By Tina Comeau
Babies were baptized there. People were married there. When people died, their lives were mourned and celebrated there.
And on Sundays people worshipped there.
But last week marked a new era for Zion Baptist United Church – specifically, it marked the end of an era as the demolition of the building got underway.
(You can see videos here and here.)
After months of stripping away the interior of the building, attention turned to the exterior. Stairs leading into the church were broken apart. Bricks were removed from sections of the building and a chimney in the back to protect nearby structures from damage when the church is knocked down. And the bell tower – long an iconic part of the Parade Street landscape – was partially dismantled so the bell inside could be removed.

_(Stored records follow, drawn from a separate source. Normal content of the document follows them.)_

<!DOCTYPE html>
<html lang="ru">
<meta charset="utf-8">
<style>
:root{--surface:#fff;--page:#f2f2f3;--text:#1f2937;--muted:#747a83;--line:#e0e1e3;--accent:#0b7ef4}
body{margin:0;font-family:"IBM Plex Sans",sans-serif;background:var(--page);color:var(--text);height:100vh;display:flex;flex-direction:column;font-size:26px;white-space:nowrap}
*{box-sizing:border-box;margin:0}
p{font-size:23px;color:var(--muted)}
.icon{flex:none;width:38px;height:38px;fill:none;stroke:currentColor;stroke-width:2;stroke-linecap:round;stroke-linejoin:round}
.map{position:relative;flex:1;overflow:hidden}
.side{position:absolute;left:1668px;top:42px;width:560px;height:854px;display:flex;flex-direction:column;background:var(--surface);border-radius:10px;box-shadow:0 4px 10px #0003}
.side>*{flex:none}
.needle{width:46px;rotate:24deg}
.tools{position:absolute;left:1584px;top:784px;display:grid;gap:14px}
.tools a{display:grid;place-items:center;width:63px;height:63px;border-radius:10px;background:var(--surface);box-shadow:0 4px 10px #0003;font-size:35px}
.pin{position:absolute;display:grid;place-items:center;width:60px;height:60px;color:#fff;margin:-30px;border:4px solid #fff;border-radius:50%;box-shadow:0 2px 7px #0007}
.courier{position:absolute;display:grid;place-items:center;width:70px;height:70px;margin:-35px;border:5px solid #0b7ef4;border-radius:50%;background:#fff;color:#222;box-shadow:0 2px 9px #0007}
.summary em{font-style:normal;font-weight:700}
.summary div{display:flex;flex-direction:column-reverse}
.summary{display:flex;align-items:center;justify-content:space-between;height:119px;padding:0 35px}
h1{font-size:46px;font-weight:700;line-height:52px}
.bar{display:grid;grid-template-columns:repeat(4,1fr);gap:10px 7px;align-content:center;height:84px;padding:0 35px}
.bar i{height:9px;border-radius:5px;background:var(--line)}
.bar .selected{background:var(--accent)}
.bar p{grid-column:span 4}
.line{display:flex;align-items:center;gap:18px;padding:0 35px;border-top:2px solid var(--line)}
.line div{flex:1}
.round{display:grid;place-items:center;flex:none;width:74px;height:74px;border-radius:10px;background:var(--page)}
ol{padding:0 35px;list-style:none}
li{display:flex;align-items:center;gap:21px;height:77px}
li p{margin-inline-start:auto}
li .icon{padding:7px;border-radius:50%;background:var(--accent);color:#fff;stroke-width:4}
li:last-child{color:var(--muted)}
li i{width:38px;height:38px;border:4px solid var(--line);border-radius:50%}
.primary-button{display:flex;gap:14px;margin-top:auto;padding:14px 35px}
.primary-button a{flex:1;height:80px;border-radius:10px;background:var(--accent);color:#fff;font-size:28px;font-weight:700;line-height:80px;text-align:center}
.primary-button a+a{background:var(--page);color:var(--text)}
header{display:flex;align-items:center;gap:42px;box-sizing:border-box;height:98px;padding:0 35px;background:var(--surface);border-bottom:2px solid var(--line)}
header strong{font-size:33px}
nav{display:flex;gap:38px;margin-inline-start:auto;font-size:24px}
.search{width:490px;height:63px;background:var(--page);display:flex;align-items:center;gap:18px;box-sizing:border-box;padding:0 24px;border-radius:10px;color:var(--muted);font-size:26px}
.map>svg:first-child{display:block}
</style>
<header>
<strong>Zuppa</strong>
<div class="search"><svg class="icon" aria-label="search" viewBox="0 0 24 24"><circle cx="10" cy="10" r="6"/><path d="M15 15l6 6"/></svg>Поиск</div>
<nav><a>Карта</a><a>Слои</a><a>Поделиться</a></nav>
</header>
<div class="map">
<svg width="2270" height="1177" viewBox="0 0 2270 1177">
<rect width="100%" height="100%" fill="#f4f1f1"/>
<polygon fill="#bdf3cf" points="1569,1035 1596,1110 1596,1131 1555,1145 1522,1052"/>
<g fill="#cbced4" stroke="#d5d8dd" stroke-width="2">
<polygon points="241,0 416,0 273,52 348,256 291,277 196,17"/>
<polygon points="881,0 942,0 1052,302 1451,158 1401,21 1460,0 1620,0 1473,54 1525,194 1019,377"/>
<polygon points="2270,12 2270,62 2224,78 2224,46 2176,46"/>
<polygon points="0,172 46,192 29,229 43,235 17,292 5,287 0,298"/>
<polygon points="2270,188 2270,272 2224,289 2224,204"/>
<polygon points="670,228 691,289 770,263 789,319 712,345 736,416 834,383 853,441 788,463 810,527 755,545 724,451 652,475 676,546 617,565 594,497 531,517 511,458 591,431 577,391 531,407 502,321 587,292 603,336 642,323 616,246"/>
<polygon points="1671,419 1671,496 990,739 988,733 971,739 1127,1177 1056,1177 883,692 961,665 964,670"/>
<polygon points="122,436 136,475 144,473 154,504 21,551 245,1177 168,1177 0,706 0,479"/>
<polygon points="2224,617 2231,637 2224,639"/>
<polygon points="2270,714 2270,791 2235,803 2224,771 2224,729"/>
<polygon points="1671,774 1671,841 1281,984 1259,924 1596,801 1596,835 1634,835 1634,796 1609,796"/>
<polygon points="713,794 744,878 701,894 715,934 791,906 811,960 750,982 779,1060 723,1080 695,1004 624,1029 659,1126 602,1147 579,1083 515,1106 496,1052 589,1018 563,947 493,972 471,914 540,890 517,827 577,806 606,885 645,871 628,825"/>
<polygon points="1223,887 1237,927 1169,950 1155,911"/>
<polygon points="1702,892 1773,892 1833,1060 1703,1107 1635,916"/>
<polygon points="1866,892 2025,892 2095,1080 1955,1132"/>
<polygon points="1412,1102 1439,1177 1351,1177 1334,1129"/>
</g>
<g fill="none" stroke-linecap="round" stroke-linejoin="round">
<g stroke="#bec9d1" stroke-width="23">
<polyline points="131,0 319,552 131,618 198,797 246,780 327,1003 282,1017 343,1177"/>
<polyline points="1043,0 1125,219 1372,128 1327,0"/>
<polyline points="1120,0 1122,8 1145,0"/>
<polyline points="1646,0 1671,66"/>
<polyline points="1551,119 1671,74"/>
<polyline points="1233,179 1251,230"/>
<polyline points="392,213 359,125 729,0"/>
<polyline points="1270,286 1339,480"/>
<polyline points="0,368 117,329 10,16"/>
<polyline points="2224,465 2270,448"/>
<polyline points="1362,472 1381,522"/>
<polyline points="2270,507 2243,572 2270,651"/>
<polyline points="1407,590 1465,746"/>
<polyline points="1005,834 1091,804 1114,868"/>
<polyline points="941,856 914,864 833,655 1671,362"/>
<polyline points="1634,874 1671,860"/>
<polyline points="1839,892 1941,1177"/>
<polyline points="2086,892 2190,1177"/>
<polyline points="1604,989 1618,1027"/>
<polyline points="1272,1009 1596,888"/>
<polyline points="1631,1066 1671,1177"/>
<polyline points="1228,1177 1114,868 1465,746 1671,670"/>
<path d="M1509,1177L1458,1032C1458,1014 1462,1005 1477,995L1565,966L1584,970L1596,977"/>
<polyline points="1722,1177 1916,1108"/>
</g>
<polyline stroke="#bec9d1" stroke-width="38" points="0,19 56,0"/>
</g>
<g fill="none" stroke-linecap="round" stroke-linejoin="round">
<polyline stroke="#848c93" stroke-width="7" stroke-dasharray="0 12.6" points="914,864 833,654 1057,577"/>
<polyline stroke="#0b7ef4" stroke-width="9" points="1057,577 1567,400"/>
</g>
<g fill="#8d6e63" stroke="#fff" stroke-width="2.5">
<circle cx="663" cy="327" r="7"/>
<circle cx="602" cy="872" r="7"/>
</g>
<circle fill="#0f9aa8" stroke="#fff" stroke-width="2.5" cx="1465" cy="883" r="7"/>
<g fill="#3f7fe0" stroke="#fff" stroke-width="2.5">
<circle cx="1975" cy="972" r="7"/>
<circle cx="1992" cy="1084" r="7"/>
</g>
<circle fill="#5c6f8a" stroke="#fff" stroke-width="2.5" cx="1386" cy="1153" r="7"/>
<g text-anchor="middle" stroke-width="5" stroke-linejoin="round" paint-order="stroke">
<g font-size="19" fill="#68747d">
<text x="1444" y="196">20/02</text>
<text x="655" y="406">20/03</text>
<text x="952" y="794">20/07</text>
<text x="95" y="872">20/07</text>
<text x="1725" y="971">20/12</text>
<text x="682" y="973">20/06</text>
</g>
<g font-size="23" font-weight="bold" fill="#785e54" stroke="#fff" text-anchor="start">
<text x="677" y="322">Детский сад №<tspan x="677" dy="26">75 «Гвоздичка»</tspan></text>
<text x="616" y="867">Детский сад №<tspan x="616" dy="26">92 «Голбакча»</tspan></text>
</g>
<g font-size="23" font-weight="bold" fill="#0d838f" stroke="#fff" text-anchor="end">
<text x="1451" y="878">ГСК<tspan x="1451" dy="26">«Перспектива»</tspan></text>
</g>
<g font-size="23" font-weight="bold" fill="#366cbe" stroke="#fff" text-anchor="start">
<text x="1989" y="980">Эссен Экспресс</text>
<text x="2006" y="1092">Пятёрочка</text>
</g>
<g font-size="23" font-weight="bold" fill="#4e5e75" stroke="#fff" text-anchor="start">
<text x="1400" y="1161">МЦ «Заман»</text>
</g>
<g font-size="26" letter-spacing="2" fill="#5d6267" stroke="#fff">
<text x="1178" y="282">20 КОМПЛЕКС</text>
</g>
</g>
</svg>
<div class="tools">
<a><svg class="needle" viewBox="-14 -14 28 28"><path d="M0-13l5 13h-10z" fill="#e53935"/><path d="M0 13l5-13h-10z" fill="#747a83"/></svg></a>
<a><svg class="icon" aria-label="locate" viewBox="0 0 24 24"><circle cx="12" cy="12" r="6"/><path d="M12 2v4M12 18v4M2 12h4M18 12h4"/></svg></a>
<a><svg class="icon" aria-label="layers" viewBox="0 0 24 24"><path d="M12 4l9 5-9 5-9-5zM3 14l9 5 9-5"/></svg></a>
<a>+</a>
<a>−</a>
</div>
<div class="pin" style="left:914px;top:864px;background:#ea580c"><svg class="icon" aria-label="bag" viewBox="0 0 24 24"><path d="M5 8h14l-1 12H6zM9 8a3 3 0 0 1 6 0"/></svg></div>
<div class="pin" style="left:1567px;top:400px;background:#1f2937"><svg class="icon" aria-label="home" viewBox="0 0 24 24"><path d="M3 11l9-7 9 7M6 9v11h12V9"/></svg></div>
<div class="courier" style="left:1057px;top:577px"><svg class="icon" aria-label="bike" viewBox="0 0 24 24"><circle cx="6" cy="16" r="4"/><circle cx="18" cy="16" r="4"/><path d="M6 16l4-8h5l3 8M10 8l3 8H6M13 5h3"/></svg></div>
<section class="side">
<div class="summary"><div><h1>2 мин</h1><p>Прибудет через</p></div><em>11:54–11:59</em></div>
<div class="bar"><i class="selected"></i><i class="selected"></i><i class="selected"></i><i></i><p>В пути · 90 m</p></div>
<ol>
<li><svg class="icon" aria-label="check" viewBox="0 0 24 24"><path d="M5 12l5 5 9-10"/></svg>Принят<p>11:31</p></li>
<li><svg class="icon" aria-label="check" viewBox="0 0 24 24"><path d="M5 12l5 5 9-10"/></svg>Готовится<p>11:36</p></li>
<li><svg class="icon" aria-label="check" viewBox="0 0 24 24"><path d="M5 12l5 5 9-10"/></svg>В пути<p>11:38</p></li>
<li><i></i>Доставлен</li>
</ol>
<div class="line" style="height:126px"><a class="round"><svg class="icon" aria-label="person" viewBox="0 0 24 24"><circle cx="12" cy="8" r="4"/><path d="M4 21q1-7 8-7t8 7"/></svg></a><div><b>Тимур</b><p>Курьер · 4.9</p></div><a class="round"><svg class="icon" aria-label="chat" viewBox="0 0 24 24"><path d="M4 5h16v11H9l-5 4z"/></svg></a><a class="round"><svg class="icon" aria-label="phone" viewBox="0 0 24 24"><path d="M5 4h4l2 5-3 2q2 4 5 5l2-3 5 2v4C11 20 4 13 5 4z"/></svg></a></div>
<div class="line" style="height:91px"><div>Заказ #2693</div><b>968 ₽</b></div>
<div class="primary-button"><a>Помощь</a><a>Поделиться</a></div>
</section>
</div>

This week the demolition continues.
“We’ve got a big excavator here and we’ll use that to take it down a little at a time,” explains Marinus Verhagen, owner of Verhagen Demolition Ltd. of New Glasgow. “We’ll start on the back end and then work our way to the front. Once the building is down and gone we’ll put the brick in the basement (to fill the hole) and then we’ll put fill over it and topsoil over that and then put the seed to her.”
The demolition is attracting a lot of interest, along with sadness, given the building’s architecture and its long history in Yarmouth. The church was built in 1895. People stand on the sidewalk watching as more and more of the church is chipped away. Many take photos and can be heard uttering the words, “It’s such a shame.”
But the church’s age has worked against it. Over the years costly and concerning structural issues have arisen. The integrity of exterior walls and the bell tower has been in question due to damage associated with years of water penetration, freezing and thawing. The trustees of the church said the building was in need of repairs that would cost approximately $1 million. The shrinking congregation couldn’t afford to repair and continue to maintain the building, which also led to concerns over liability.
There were some efforts to try and save the church, including by the Heritage Trust of Nova Scotia.
And so the last service in the church was held in late December.
Since then everything that could be salvaged inside the church has been, including the organ, pews, inner stained glass panels, cabinetry, books, etc. If something had been donated to the church, those families or individuals were contacted and the items were offered back to them.
Baptist ministers in the area were invited to come in and take what they wanted.
“Anything that had any significance, spiritual ties, went to all of these different churches,” says Rick Pitman, one of the trustees.
Youth groups also benefitted from items. Lastly things were offered to the public.
“The pews went very, very fast,” Pitman says.
The bell that was retrieved from the bell tower – an inscription on it reads: Presented by Hon. John Lovitt, 1900 – will be displayed at the Yarmouth County Museum.
It will cost around $150,000 to demolish the building. The cost is being covered by the church. A demolition contract was put out to tender, first to local companies but because it would have required those companies to send out their workers for weeks of training it wasn’t an appealing or affordable option.
The trustees are pleased with the company that is doing the work, noting they are experts in the field and do demolition work throughout Atlantic Canada.
Although there had been talk in the past about building a new church, this is no longer the plan. Pitman says the congregation just isn’t large enough to justify the building of another church.
“You’ve got to build a congregation back up and most of us are at the age now where you haven’t got the strength and the drive to work hard to build up a congregation,” he says. “You want to move on with your life.”
Those who used to worship at Zion have moved onto other churches, he says. The majority has gone to the Yarmouth North Baptist Church.
But while member of the congregation are starting a new chapter, the church’s trustees, like others, agree this closing chapter of Yarmouth’s history is an emotional one.
“The good Lord gave us this building and we’re trying to see that it’s put to rest properly,” says Pitman. “Still, it’s going to be sad when she comes down.”